The interplay between the structure of a networked system and the dynamics of its constituent elements, including their interactions, leads to non-trivial emergent behaviors. These behaviors can be essential to the function of the system as a whole, and thus mathematical frameworks that allow careful analysis of such behaviors are valuable. The contribution of this dissertation is to use the ideas of symmetries and balanced equivalence relations to show how network structure can be used to find the admissible patterns of synchronization (e.g., cluster synchronization states), track their dynamics, perform their linear stability analysis, and finally to retrieve the dynamics from data. An additional contribution is extending these principles to the analysis of cluster synchronization on hypergraphs. Hypergraphs allow capturing higher order interactions beyond the pairwise interactions captured in strictly dyadic network systems.
Symmetries are ubiquitous in nature. A networked dynamical system can have symmetries in its coupling structure, the dynamics of its constituent elements, or both. The first contribution of this dissertation is demonstrating how such symmetries present themselves in the structure and spectral properties of the Koopman operator, which is a linear infinite dimensional operator that exactly reproduces the dynamics of the system in the space of observables. This can be put into practice as the Koopman operator can be approximated via data driven methods. We demonstrate how the knowledge of the symmetries can be incorporated into such approximations to speed up the analysis and make it more accurate.
Cluster synchronization is a type of synchronization that is characterized by a subset of nodes in the system having fully synchronized trajectories (i.e., forming a cluster), while following a distinct trajectory from all the other clusters. Such behavior arises when all the nodes in the same cluster receive the same dynamical input from all the other nodes in the system. Therefore, symmetries as well as equitable partitions are useful tools to find the admissible cluster synchronization states for a given system. The second contribution of this dissertation is generalizing the results related to cluster synchronization in systems of coupled oscillators to study intricate patterns of synchronization, such as the family of states where cluster synchronization and splay states coexist. In such states, due to the interaction between the nodal dynamics and network structure, groups of oscillators become effectively decoupled despite the existence of physical coupling between them.

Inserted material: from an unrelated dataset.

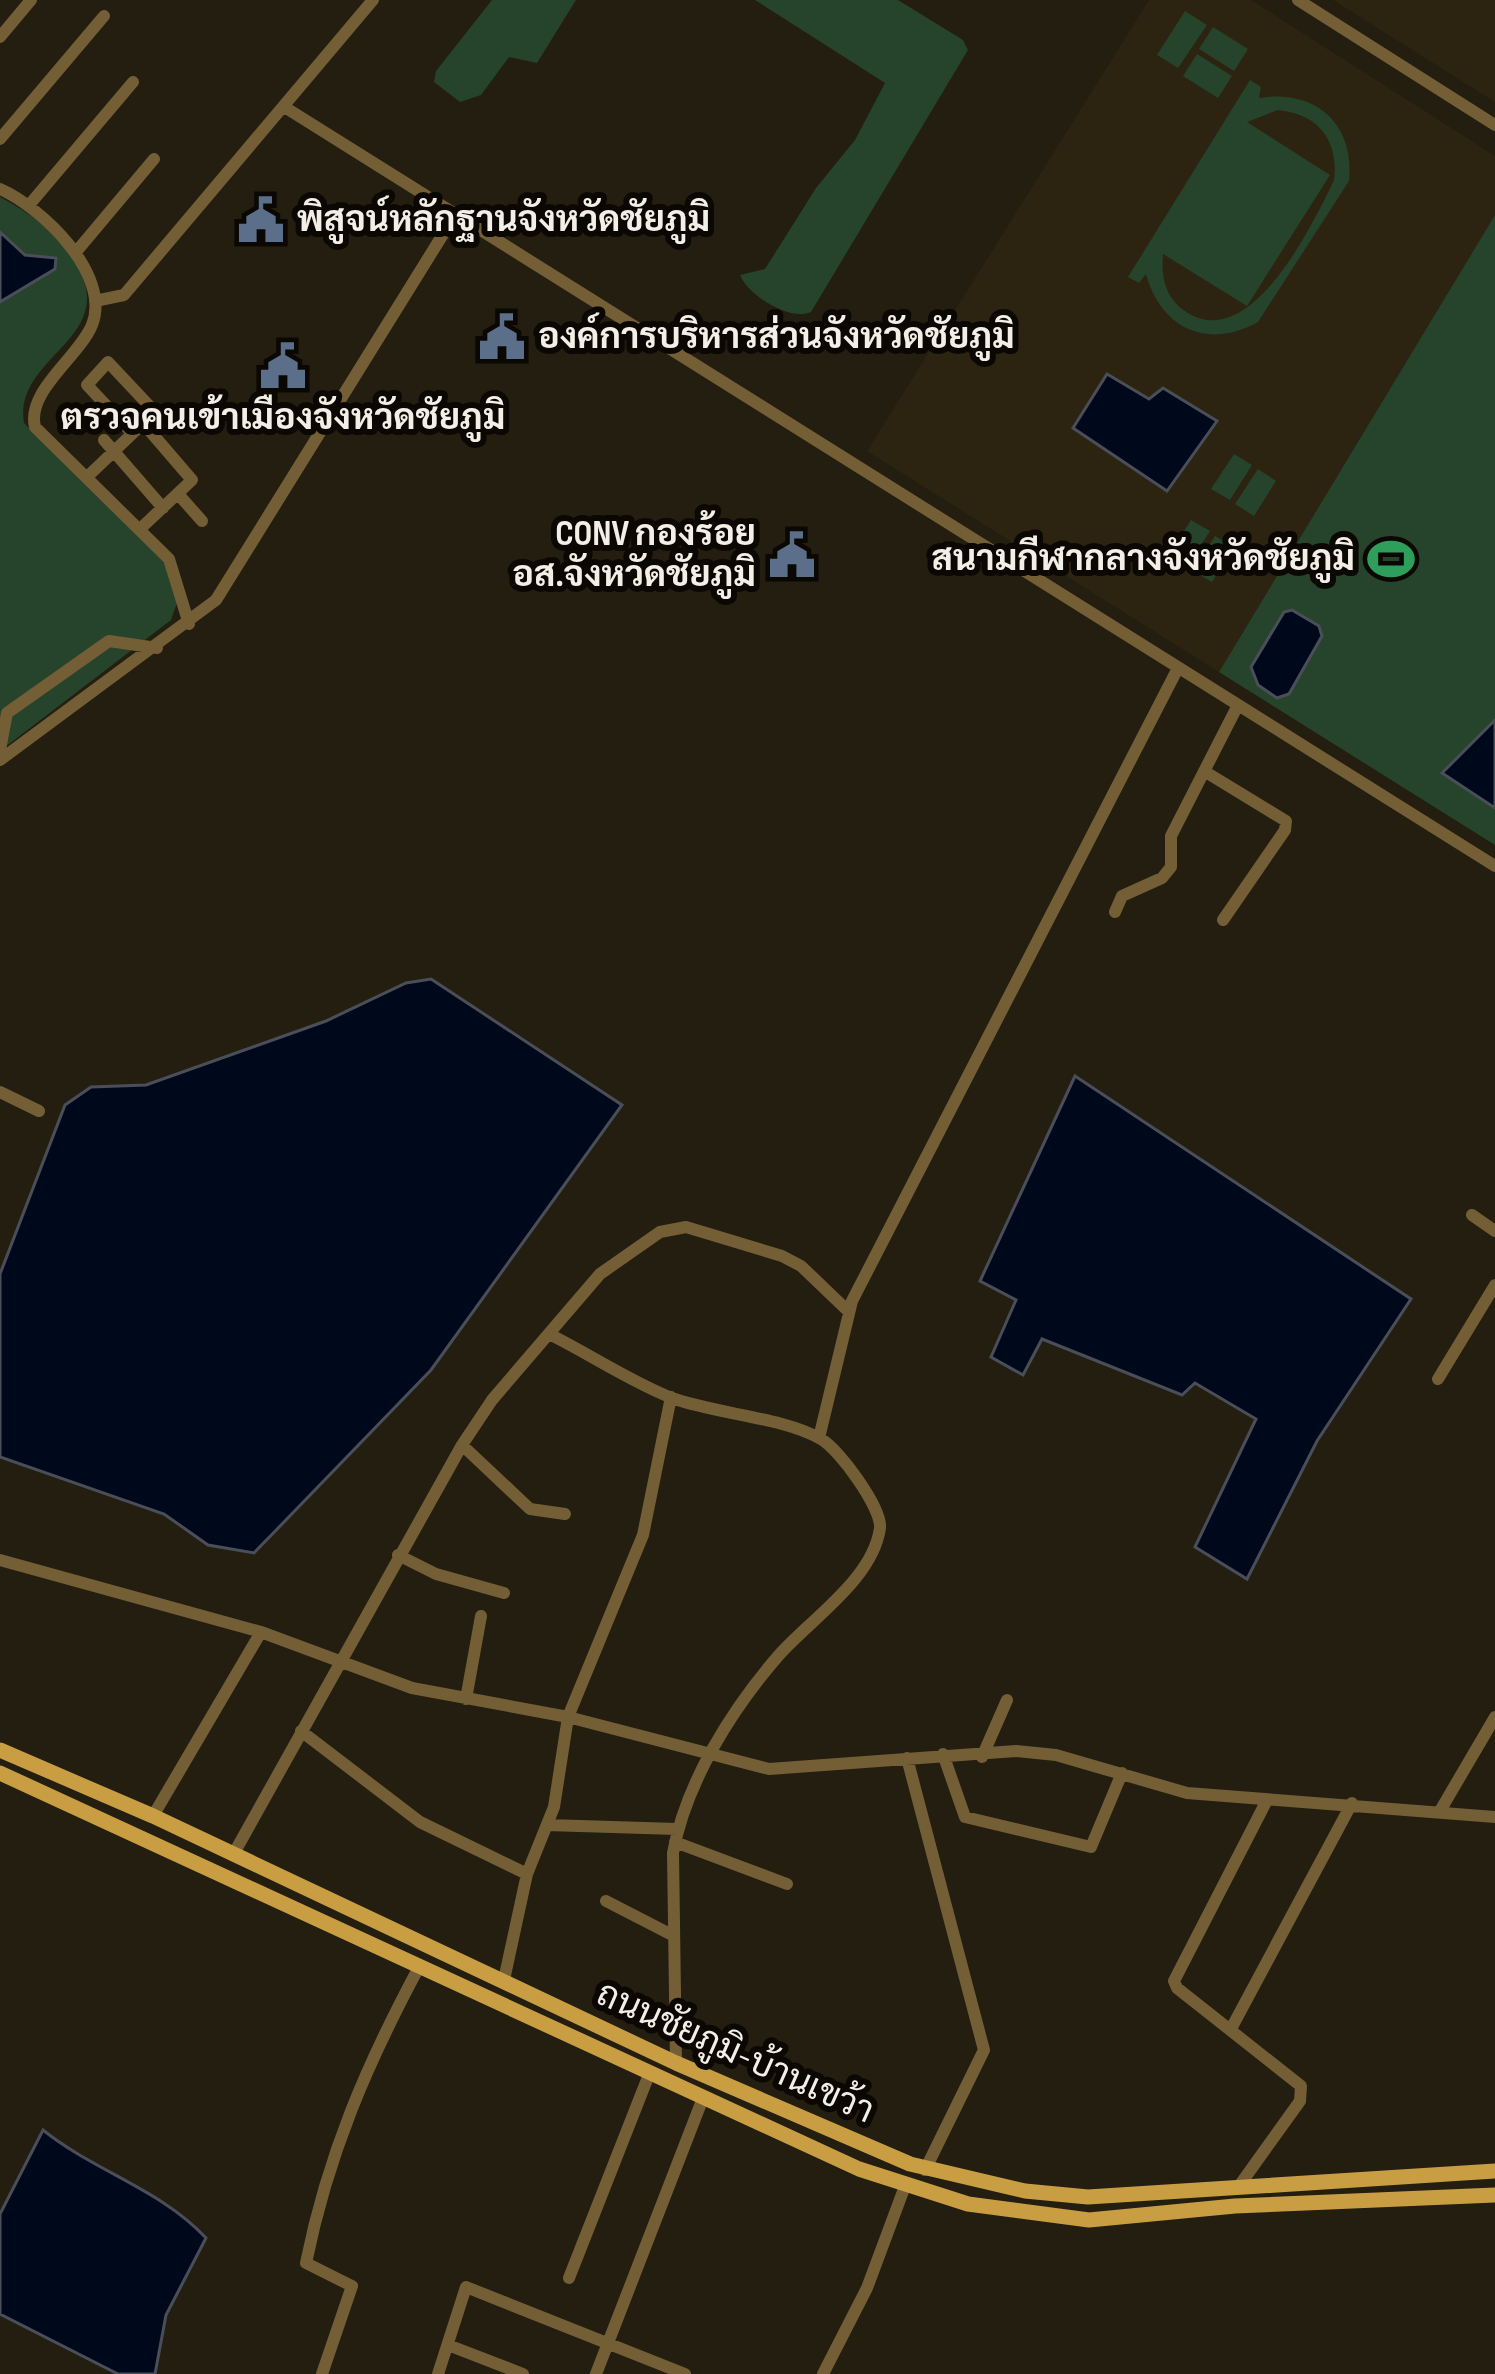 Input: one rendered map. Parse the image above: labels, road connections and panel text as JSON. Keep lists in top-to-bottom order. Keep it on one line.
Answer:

Networks capture pairwise (dyadic) interactions between elements, yet some systems are inherently higher order. For instance, a 3-species chemical reaction or a publication with three coauthors involve triadic interactions. The final contribution of this dissertation is to advancing the methodology of studying dynamics on systems with higher order interactions (e.g., triadic). Since such interactions can not be represented as a sum of dyadic interactions, their analysis requires new tools. Up to now, full synchronization on hypergraphs (which encode higher order interactions) has been the main focus of in the literature, since the dyadic projection of the adjacency tensor can be sufficient in stability calculations. We show that this approach is not sufficient for more intricate dynamics such as cluster synchronization with respect to determining admissible states and performing stability calculations. To address that, we introduce a formalism based on node and edge clusters, and demonstrate how to apply it to admissibility and stability analysis. This formalism provides a principled way to organize the analysis of dynamics on hypergraphs and serves as a tool to investigate the role of higher order interactions in stabilizing and destabilizing different states.